Между тем, пока я размышлял, Мишка действовал.

— Гражданин, — потребовал он, обеими руками вцепившись в плечо Марасана, — пойдемте с нами в милицию!

Кобра и Серёга взяли Марасана за рукава.

— Что?! — грозно спросил Марасан, резко встряхиваясь и сразу освобождаясь от них. — Цыц!

Он заметил меня и повеселел. За время нашего патрулирования я не раз наблюдал у пьяных такую непоследовательность.

— Гарька! — завопил Марасан. — Дружочек! Люблю! Когда у тебя получка?

— Гражданин, прошу вас, — повторил Мишка. — В кино должен быть милиционер, — негромко сказал он, обращаясь к Косте. — Позови, пожалуйста.

— Зови, зови! — крикнул Марасан вдогонку Косте. Он был здорово пьян и шатался из стороны в сторону. — Все равно я на всех плевал. А на Гарьку не плевал.
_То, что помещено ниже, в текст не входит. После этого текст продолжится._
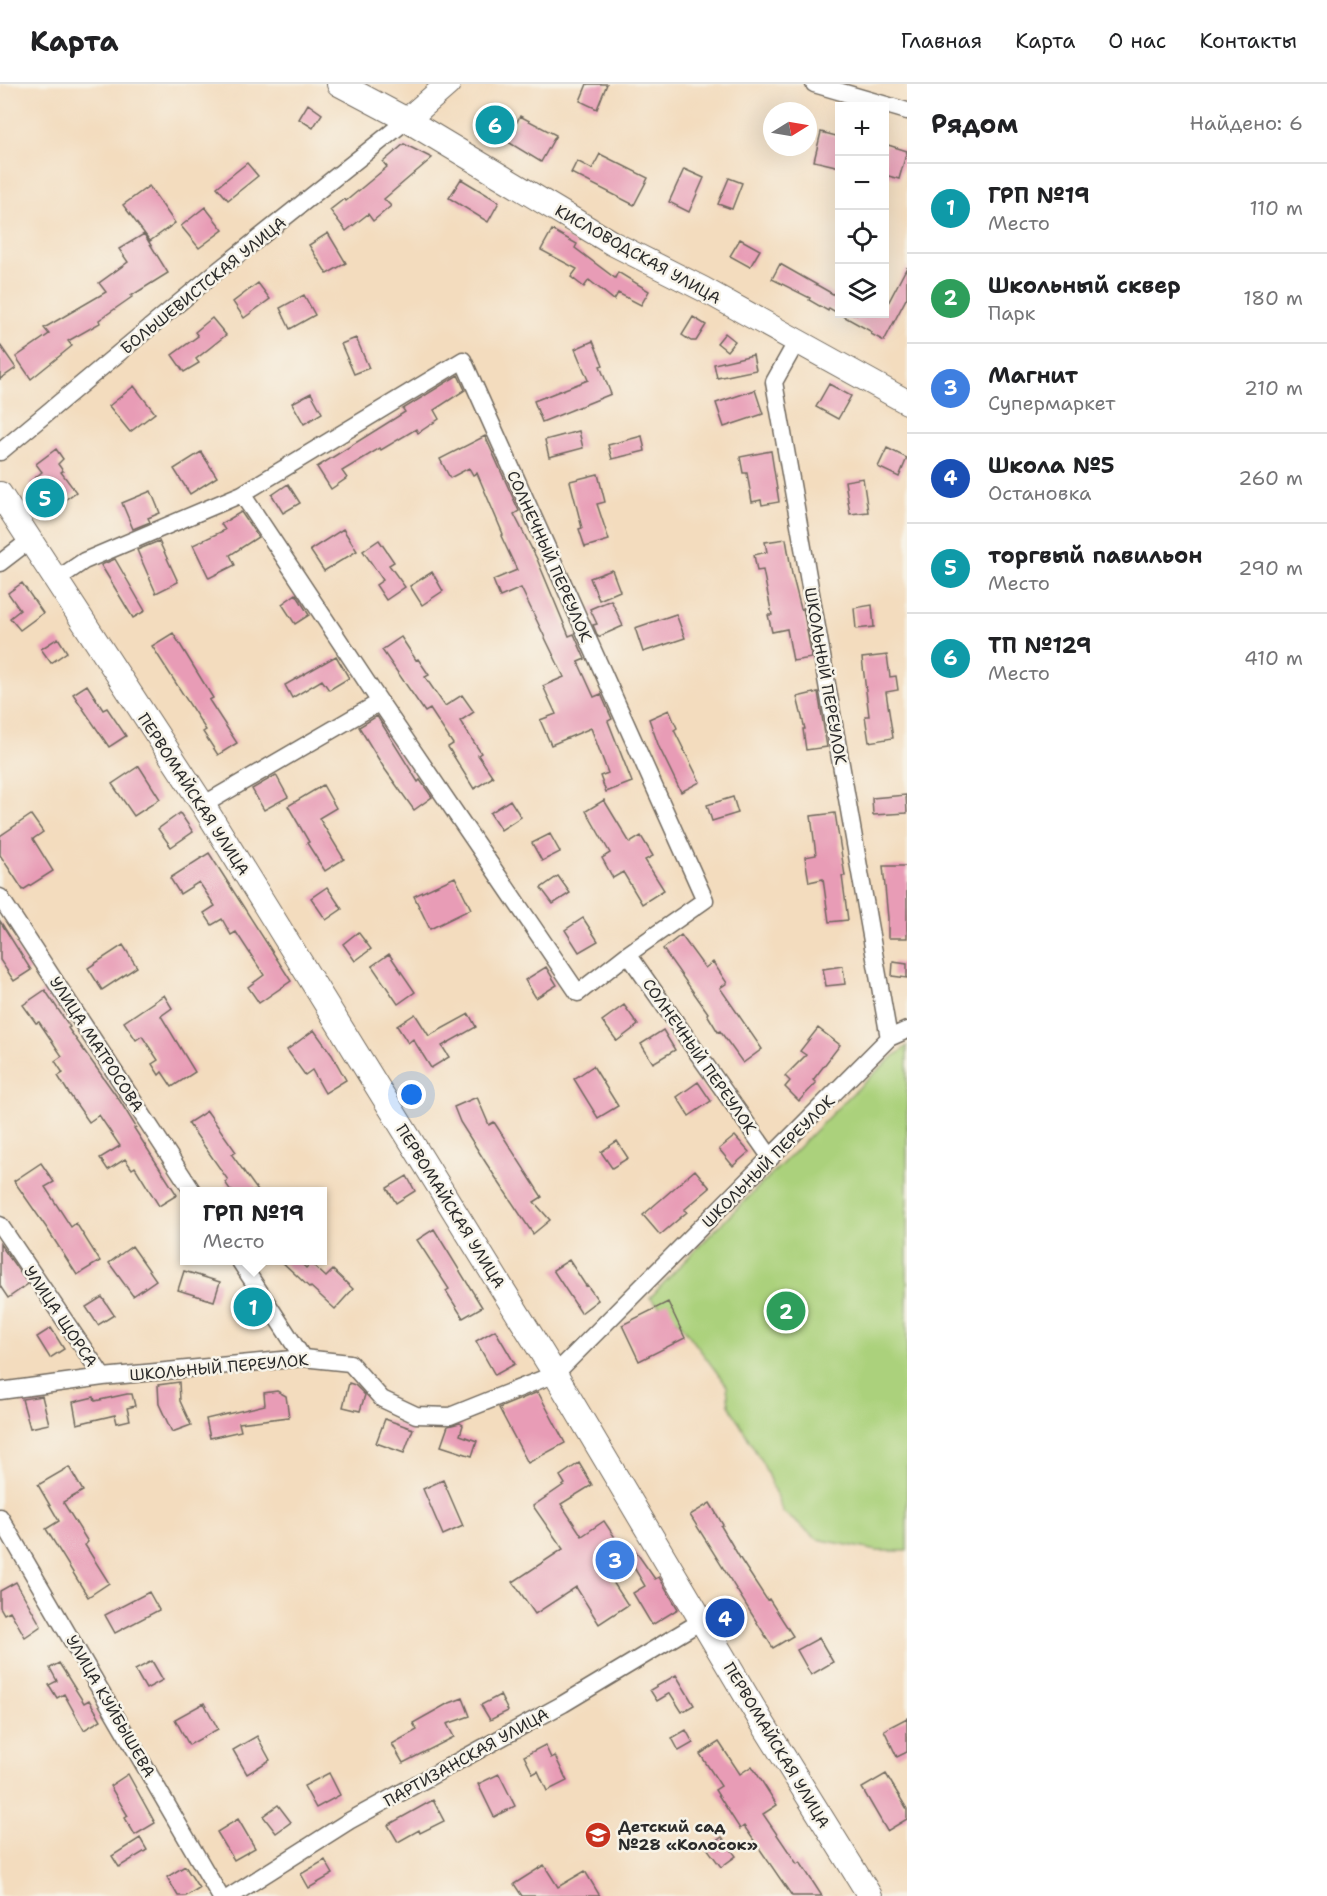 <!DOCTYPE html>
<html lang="ru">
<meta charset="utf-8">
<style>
:root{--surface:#fff;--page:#f2f2f2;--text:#202124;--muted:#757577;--line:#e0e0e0;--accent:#111827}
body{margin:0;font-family:"Shantell Sans",sans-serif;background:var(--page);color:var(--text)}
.controls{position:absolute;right:18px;top:18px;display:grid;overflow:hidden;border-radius:0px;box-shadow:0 6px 24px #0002}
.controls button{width:54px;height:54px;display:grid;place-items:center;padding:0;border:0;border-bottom:2px solid var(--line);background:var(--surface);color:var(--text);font:30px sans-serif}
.compass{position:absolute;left:763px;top:18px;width:54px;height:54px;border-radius:50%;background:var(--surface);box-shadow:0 6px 24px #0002;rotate:79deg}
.you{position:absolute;left:412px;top:1011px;width:21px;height:21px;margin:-15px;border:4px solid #fff;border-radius:50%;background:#1a73e8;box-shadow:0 0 0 9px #1a73e833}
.badge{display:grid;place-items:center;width:39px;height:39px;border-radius:50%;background:var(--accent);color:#fff;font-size:20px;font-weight:700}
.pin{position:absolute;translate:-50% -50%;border:3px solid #fff;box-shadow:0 2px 6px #0006}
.popup{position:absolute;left:180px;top:1103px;width:147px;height:78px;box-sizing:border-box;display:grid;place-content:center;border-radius:0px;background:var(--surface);filter:drop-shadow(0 2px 4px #0005);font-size:20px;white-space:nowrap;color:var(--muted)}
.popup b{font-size:22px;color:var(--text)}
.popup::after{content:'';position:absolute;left:50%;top:100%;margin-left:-12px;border:12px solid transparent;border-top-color:var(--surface)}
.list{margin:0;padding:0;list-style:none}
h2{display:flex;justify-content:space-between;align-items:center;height:78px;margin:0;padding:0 24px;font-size:26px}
h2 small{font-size:20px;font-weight:400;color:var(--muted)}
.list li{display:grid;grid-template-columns:39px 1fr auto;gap:18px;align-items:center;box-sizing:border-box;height:90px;padding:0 24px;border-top:2px solid var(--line)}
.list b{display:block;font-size:22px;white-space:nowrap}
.list p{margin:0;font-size:20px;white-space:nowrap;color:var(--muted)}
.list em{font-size:20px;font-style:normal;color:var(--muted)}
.icon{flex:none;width:33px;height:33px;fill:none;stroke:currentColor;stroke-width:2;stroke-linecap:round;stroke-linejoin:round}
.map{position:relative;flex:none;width:907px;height:1812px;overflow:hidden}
header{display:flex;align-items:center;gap:36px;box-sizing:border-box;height:84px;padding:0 30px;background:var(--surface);border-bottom:2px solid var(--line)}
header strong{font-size:28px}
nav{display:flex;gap:33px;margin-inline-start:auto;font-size:21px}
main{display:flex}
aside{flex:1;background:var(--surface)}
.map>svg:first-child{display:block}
</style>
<header>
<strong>Карта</strong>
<nav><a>Главная</a><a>Карта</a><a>О нас</a><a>Контакты</a></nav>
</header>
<main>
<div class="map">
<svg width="907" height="1812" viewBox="0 0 907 1812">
<rect width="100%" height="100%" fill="#f7f3e8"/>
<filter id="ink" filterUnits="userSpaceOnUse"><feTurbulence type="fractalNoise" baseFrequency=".0167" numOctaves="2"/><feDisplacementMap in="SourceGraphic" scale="12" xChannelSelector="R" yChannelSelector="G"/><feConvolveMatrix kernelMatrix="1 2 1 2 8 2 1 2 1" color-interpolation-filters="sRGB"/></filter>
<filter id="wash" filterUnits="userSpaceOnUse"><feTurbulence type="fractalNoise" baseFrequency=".008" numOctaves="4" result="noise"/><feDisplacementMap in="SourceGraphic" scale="24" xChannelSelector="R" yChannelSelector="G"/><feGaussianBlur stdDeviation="1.35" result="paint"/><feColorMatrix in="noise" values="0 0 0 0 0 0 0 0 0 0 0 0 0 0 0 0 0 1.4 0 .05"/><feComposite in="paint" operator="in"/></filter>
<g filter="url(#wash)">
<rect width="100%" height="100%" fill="#f3dcbe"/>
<path fill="#abd17b" stroke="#6b7e53" stroke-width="1.5" d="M907,962v505h-29l-61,-12 -34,-27 -19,-46 -35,-61 -2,-19 -47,-63 -30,-25c43,-48 90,-92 136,-138 39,-39 77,-80 121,-114z"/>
<g id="blocks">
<path fill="#e89cb6" d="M587,0h20l-10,25 -17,-8z
M308,20l14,10 -9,14 -14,-9z
M494,31l20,13 6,-12 36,19 -15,27 -56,-34z
M821,48l19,5v30l-26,-6z
M404,60l28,14 -48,41 7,7 -18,15 -5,-7 -22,17 -16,-21 14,-11 2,2 41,-34 -4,-5z
M885,60l22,7 -8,28 -14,-4z
M600,70l48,24 -14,27 -63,-32 6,-12 15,8z
M247,79l11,13 -30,24 -11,-13z
M684,85l20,9 -15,34 -20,-10z
M729,94l13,5 -10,26 -14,-5z
M461,95l38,23 -11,20 -39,-24z
M149,102l26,37 -25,18 -27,-36z
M205,123l18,23 -24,18 -18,-22z
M552,146l25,14 -2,4 40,30 3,-6 31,19 -8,14 -23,-12 -4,7 -25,-20 -5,7 -13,-10 6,-8 -36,-19z
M328,149l18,30 -19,11 -18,-29z
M144,150l24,39 -37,23 1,1 -33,23 1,3 -32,18 4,5 -41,33 -15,-22 33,-23 -5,-6 62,-36 -7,-9 29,-21 -9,-13z
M740,155l20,11 -10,17 -20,-11z
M780,180l60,34v16h45v-5l22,-42v30l-23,44 -13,-7 1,-2 -43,-24 -1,3 -19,-11 1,-2 -38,-19z
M258,199l12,16 -26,19 -11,-16z
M304,211l11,20 -25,14 -10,-21z
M693,233l13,8 -10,16h-5l-9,-6z
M212,234l14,17 -30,24 3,4 -15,9 -12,-17 26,-19 -3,-4z
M725,249l10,8 -8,10 -10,-8z
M356,254l13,30 -15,6 -13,-30z
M593,257l10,24 -3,1 11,28 -69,28 -8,-21 54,-21 -13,-31z
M0,261l16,23 -16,11z
M753,271l3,15 -39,8 -3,-14z
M458,291l7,15 -31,20 5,9 -21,14 -2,-4 -35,21 -1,-2 -38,23 5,7 -16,11 -14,-22 88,-55 -2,-3z
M829,300l22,12 -13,23 -22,-12z
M134,302l21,27 -25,19 -21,-26z
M755,306l8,24 -39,13 -8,-24z
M311,309l11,20 -18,11 -12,-21z
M579,347l4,17 -34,9 -4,-17z
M485,352l34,75 -5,3 23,45 32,77 5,-2 11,25 -7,3 16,35 7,-3 11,25 -4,2 24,61 -26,10 -6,-16 8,-3 -17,-45 -40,17 -11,-25 16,-6 -13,-28 21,-9 -43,-89 -21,9 -7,-17 24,-10 -16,-34 2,-2 -26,-61 -4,2 -4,-7 -19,10 -10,-19z
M642,352l3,15 -33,8 -4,-14z
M887,364l20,10 -8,19 -21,-10z
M56,365l7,10 -5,5 5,7 -2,1 15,20 -27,19 -20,-28 13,-11 -6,-8z
M771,367l8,51 -17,3 -1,-5 -9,2 -5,-29h-4l-3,-16z
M201,368l16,25 -27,17 -16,-25z
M598,390l7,28 -8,2 12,36 -24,7 -6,-18 3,-1 -12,-47z
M863,394l5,34 -18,2 -5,-33z
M288,400l12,19 -17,10 -11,-18z
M151,407l9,22 -12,5 2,4 -17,7 -11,-26z
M241,428l17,25 -28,18 5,10 -26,13 -16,-33 32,-15 -4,-6z
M343,445l14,22 -33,20 -14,-21z
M786,455l6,35 9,35 2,-1 9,50 -19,3 -6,-32 -15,3 -4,-17h4l-9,-45 -6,1 -3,-16 13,-3 -2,-10z
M379,456l15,22 -5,3 16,22 -19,13 -10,-15 7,-5 -20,-29z
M159,457l19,41 -22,11 -19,-43z
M115,475l30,52 -12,7 -32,-53z
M612,486l8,21 -21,9 -9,-22z
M432,488l11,19 -21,14 -12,-19z
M22,499l21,30 -23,17 -10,-12 10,-8 -12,-17z
M296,510l13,21 -14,9 -13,-20z
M611,516l12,26 -25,11 -5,-12 4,-1 -7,-15z
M872,521l2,22 -18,2 -2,-21z
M676,530l9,24 -42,14 -8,-24z
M173,549l40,65 -4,2 28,43 -19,12 -15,-23 3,-2 -54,-84z
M401,553l15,23 2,-1 11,16 -4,2 20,29 17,-11 12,17 -14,9 21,32 -3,2 15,22 -19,12 -26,-42 5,-3 -23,-35 -5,3 -43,-62z
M58,554l9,14 -16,11 -10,-14z
M887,571l3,22 6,-1 2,14 -12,2 7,46 -24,4 -4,-26h4l-7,-58z
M336,572l13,22 -20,12 -7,-10 -30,18 -7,-13z
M87,601l16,25 4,-2 19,28 -17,11 -36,-53z
M818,608l9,55 -21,3 -3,-21h2l-8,-32z
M669,626l8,18 -3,2 26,52 -19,10 -22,-45 -10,-28z
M377,632l41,66 2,-2 12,17 -18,13 -30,-42 -25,-41z
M139,682l21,33 -26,17 -22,-32z
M276,691l12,22 -24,13 -12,-21z
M323,701l13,23 -17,10 25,41 -19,12 -18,-28 2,-1 -21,-36z
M906,711l1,18 -34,2 -1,-17z
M733,713l5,16 -26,8 -5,-16z
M510,716l11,17 -20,13 -11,-17z
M604,716l26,43 11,-7 12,20 -8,4 19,30 -22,14 -19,-32 -10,6 -11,-20 8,-5 -24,-42z
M180,729l13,19 -22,15 -13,-18z
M835,729l10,63h-3l6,44 -19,2 -6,-43 -14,3 -4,-25 11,-2 -5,-39z
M31,731l12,17 -10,7 20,32 -30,19 -23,-35v-19z
M550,750l10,18 -18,9 -10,-18z
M209,769l82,128 -32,22 -11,-16 16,-12 -28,-43 -5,3 -9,-16 -10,6 -8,-12 11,-7 -16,-24 -19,12 -10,-16z
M883,782h24v72h-19v-20z
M558,792l12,17 -17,11 -12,-16z
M455,793l16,32 -41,20 -16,-33z
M327,803l15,22 -16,11 -15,-22z
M583,834l15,23 -19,11 -14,-22z
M0,837l31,49 -17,11 -14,-21z
M358,848l13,17 -16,12 -12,-17z
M681,851l24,33 8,-6 14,21 -7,5 42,61 -19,14 -23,-32 -2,1 -11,-18 1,-1 -45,-64z
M123,861l14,22 -35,23 -14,-22z
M389,870l26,38 -17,12 -26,-38z
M893,878l14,2v14l-15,-2z
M843,882l2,18 -19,2 -3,-17z
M546,883l11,18 -21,13 -11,-18z
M45,906l25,37 -2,1 52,73 16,26 -2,1 43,67 -18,11 -24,-39 -3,2 -7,-10 -17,11 -8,-12 20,-12 -21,-31 -10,7 -21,-30 -10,-16 5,-3 -8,-12 7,-5 -23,-34 -3,1 -13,-18z
M164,911l8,13 -11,8 34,56 -23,15 -10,-15 -3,3 -7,-11 6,-4 -16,-24 -6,4 -12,-18z
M624,921l14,20 -21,16 -15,-20z
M415,930l14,22 40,-22 7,13 -34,19 7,11 -18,11 -18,-29 -5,4 -11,-17z
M818,944l22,17 -27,35 3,3 -17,18 -14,-14 5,-6 -5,-5 21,-21 -6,-4z
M314,946l18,25 14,25 -21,13 -13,-23 -7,5 -18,-25z
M663,946l12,20 -22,13 -12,-19z
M593,982l25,40 -20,12 -24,-39z
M698,998l13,19 -22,15 -12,-19z
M477,1013l12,28 5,-3 48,75 -8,5 16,18 -17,14 -47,-71 -26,-41 -6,-15z
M207,1027l29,41 -4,3 26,36h-27l-6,-9 3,-2 -40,-57z
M735,1052l14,16 -16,14 -14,-17z
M617,1057l11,17 -16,10 -11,-16z
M41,1079l13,19 -9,5 26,40 5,-4 24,38 -23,14 -31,-48 -32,-46z
M695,1086l15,18 -26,22 3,2 -27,23 -17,-20z
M407,1092l8,15 -19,12 -9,-15z
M434,1145l48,78 -19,11 -17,-27 3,-2 -32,-49z
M0,1160l28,40 -20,14 -8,-12z
M132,1162l24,34 -23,16 -24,-33z
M280,1176h18l8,8 5,-5 15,14 7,-7 20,19 -18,20 -24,-22 -1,1z
M569,1176l17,26 1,-1 11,15 -17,13 -28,-43z
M184,1187l36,11 -6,19 -36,-11z
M102,1213l12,18 -16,10 -12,-18z
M251,1214l10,15 -11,7 -10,-15z
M668,1218l17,36 -46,23 -17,-36z
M51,1244l13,21 -14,9 -13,-21z
M495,1246l20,34 -20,11 -19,-34z
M179,1298l1,19 11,24 -19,7 -13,-28 -1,-19z
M349,1299l6,2 10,10 -5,16 -17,-4z
M277,1307l9,5 3,21 -50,6 2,8 -31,7 -4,-19 59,-14 -1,-12z
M538,1308l27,51 -37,20 -29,-55z
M127,1310h5l3,12 -8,2 3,12 -13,3 -2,-8 -38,9 -4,-22 21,-5 1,4z
M42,1312l7,28 -19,4 -8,-29z
M385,1335l28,10 -9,24 -28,-10z
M460,1339l3,2 -3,10 17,6 -5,15 -31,-10 7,-20z
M579,1379l13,22 -31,19 21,32 22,-15 22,33 -22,14 24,37 -29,19 -23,-37 -41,27 -22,-32 50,-33 -30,-43 32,-22 -5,-8z
M69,1383l14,24 -20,11 25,40 -3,3 24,38 -21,14 -42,-68 13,-8 -21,-36z
M443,1396l20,46 -20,9 -20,-46z
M710,1419l13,22 -2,1 20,34 26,40 2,-1 24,37 -20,12 -83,-133z
M634,1465l21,30 4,-2 19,32 -26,16 -19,-32 12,-7 -19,-32z
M16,1498l25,44 -16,11 -15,-26 -6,3 -4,-7v-16z
M149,1508l10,18 -44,23 -10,-18z
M819,1554l14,24 -22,13 -14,-25z
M152,1577l11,19 -17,9 -11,-19z
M59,1579l25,40 5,-3 12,20 -17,10 -20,-36 -7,4 -8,-13 8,-4 -7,-13z
M676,1591l18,30 -12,7 -12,-19 -13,8 -7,-11z
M500,1611l8,16 -18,9 -9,-15z
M463,1614l7,18 -23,8 7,13 -51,26 -11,-19 25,-14 -4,-7 34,-19z
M204,1619l14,26 -29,16 -14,-26z
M907,1634v34l-10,5 -13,-27z
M686,1646l7,13 -14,8 -7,-13z
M257,1652l13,24 -23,14 -14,-24z
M719,1658l21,32 12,-8 25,39 -14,9 34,50 3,-2 22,34h-30l-48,-70 -4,3 -25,-39 6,-4 -21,-32z
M545,1661l6,13 4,-2 12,25 -20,10 -9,-20 -5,3 -9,-18z
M329,1689l11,22 -24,13 -12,-22z
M128,1690l27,49 -20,12 -10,-17 3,-2 -18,-30z
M499,1690l16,32 -21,11 -16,-33z
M886,1690l21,35v10l-20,12 -25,-43z
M433,1716l11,21 -24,12 -1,-3 -21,12 -10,-17z
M278,1721l13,17 -15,11 -13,-17z
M238,1735l17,29 -21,12 -17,-28z
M722,1753l14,19 -15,11 -14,-19z
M140,1754l7,12 -28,17 -7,-11z
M325,1776l8,14 -24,14 -8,-14z
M544,1781l14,22 27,-16 15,25h-78l-8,-12z
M185,1782l14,22 -13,8h-8l-11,-19z"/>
</g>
</g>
<g filter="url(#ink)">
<use href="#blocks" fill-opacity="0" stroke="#71695e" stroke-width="1.5"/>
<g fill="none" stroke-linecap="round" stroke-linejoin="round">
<defs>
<path id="street" d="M814,0l93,27
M0,368l215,-179 192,-153
M242,410l138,208 198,291 50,-39
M0,479l30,-23
M56,496l28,-19 158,-67 221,-134 242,540 -77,54 143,204
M203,721l177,-103
M0,813l193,295
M889,954l18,-8
M0,1141l103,152
M239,1176l64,98
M0,1307l103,-14 200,-19 47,5 32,36 34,16 34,1 105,-42 334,-336 -115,-656 23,-41
M0,1433l220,379
M231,1812l118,-75 214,-117 140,-84"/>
<path id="secondary" d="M339,0l68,36 205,123 91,46 204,113
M407,36l41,-36
M0,410l203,311 352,569 205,345 110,177"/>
</defs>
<use href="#street" stroke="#71695e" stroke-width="19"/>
<use href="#secondary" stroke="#71695e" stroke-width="26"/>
<use href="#street" stroke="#fff" stroke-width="16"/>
<use href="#secondary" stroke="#fff" stroke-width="24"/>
</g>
</g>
<defs>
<symbol id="school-disc" viewBox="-11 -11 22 22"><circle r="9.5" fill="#c8321e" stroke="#f7f3e8"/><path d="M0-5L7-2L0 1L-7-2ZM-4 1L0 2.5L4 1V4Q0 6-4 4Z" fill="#fff"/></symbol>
</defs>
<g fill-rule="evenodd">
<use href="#school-disc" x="583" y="1736" width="30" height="30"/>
</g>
<g text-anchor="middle" stroke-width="5" stroke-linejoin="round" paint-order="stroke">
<g font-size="16" fill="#2b2b2b" stroke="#f7f3e8">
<text transform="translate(638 170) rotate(29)" y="6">КИСЛОВОДСКАЯ УЛИЦА</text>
<text transform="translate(203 201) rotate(-39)" y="6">БОЛЬШЕВИСТСКАЯ УЛИЦА</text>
<text transform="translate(550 472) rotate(66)" y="6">СОЛНЕЧНЫЙ ПЕРЕУЛОК</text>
<text transform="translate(826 592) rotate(80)" y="6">ШКОЛЬНЫЙ ПЕРЕУЛОК</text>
<text transform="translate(194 710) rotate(57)" y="6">ПЕРВОМАЙСКАЯ УЛИЦА</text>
<text transform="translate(97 960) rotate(57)" y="6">УЛИЦА МАТРОСОВА</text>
<text transform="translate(700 972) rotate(55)" y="6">СОЛНЕЧНЫЙ ПЕРЕУЛОК</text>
<text transform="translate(768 1077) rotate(-45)" y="6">ШКОЛЬНЫЙ ПЕРЕУЛОК</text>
<text transform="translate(451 1122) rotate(58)" y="6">ПЕРВОМАЙСКАЯ УЛИЦА</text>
<text transform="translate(61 1232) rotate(56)" y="6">УЛИЦА ЩОРСА</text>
<text transform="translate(219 1283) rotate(-5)" y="6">ШКОЛЬНЫЙ ПЕРЕУЛОК</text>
<text transform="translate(111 1622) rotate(60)" y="6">УЛИЦА КУЙБЫШЕВА</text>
<text transform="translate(777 1661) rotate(59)" y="6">ПЕРВОМАЙСКАЯ УЛИЦА</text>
<text transform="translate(466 1673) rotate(-29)" y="6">ПАРТИЗАНСКАЯ УЛИЦА</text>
</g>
<g font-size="16" font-weight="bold" fill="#2b2b2b" stroke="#f7f3e8" text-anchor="start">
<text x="618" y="1748">Детский сад<tspan x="618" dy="18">№28 «Колосок»</tspan></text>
</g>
</g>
</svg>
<div class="controls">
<button>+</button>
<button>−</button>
<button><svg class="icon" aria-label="locate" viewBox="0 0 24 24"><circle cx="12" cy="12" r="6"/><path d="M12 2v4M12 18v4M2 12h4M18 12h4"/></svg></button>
<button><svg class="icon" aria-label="layers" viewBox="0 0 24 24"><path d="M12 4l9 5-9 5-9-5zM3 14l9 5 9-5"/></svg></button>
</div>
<svg class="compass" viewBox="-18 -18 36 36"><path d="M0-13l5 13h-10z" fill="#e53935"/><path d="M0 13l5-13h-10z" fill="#757577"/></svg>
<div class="you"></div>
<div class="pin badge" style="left:253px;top:1223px;background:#0f9aa8">1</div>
<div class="popup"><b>ГРП №19</b>Место</div>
<div class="pin badge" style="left:786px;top:1227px;background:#2e9e5b">2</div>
<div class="pin badge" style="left:615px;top:1476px;background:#3f7fe0">3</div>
<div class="pin badge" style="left:725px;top:1534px;background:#1a4fb4">4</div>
<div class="pin badge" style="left:45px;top:414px;background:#0f9aa8">5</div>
<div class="pin badge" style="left:495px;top:41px;background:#0f9aa8">6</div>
</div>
<aside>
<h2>Рядом<small>Найдено: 6</small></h2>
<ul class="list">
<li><span class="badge" style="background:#0f9aa8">1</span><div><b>ГРП №19</b><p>Место</p></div><em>110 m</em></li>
<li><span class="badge" style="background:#2e9e5b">2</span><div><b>Школьный сквер</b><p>Парк</p></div><em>180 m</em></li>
<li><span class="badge" style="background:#3f7fe0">3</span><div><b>Магнит</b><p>Супермаркет</p></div><em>210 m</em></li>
<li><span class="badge" style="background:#1a4fb4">4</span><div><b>Школа №5</b><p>Остановка</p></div><em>260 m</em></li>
<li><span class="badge" style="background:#0f9aa8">5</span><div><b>торгвый павильон</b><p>Место</p></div><em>290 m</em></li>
<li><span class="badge" style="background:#0f9aa8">6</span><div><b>ТП №129</b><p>Место</p></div><em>410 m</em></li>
</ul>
</aside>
</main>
Гарька, угостишь?

Аня — она стояла позади меня — ядовито шепнула:

— Это, кажется, твой атаман? Не вижу, чтобы ты его арестовывал.

Не могло быть сомнений, что уж теперь-то Аня расскажет всему классу, как я грозился расправиться с Марасаном.

— Я тебе советую, Марасан, — сказал я, — самому пойти в милицию. Тогда тебя не так строго накажут.

— Гарька! — почему-то умилился Марасан. — Птенчик! Дай я тебя отнесу баиньки!

Он нетвердо двинулся вперед и вдруг в самом деле подхватил меня на руки.

Аня злорадно рассмеялась.

— Пусти! — в бешенстве крикнул я. — Пусти, негодяй!

Марасан передернул своими широкими плечами — я понял, что Мишка и Серёга наваливаются на него сзади, — и сказал:

— Баю-баю, птенчик! А то получишь по попке.

И он действительно пошлепал меня ладонью.

Я и не предполагал, что могу так разозлиться. Во всем мире сейчас для меня существовало только отвратительное, красное, пахнущее винным перегаром лицо Марасана. Все остальное исчезло. Кто-то неподалеку смеялся, чем-то грозил Марасану, звал милиционера, но все это было в каком-то другом мире.

— Подлец! — крикнул я и как можно сильнее ткнул Марасана прямо в губы.

Он пошатнулся, и мы оба упали. Я сейчас же вскочил и еще раз стукнул Марасана, когда он поднялся. Но на этот раз он и не пошатнулся. Пригнувшись, широко раздвинув руки, Марасан двинулся на меня.

— Он его убьет! — взвизгнула Аня. Кажется, она хотела броситься между мной и Марасаном.

Мишка оттолкнул ее и попытался подставить Марасану ножку. Марасан резко обернулся, но не поймал его, и снова шагнул ко мне.

— Беги, Гарька! Беги! — испуганно крикнул Серёга.

Аня тоже закричала:

— Гарик, милый, беги! Скорее!

Мишка, Серёга и я i_017.png

Но я не хотел бежать. Выдвинув вперед левое плечо, как нас учили в секции, и всхлипывая от возбуждения, я ждал Марасана. Он сгреб меня за шиворот, но я успел еще раз сильно ткнуть его кулаком в губы. Они на глазах распухли, а по подбородку потекла кровь. Потом весь мир, как мне показалось, вдруг подпрыгнул и опустился. Я потерял сознание.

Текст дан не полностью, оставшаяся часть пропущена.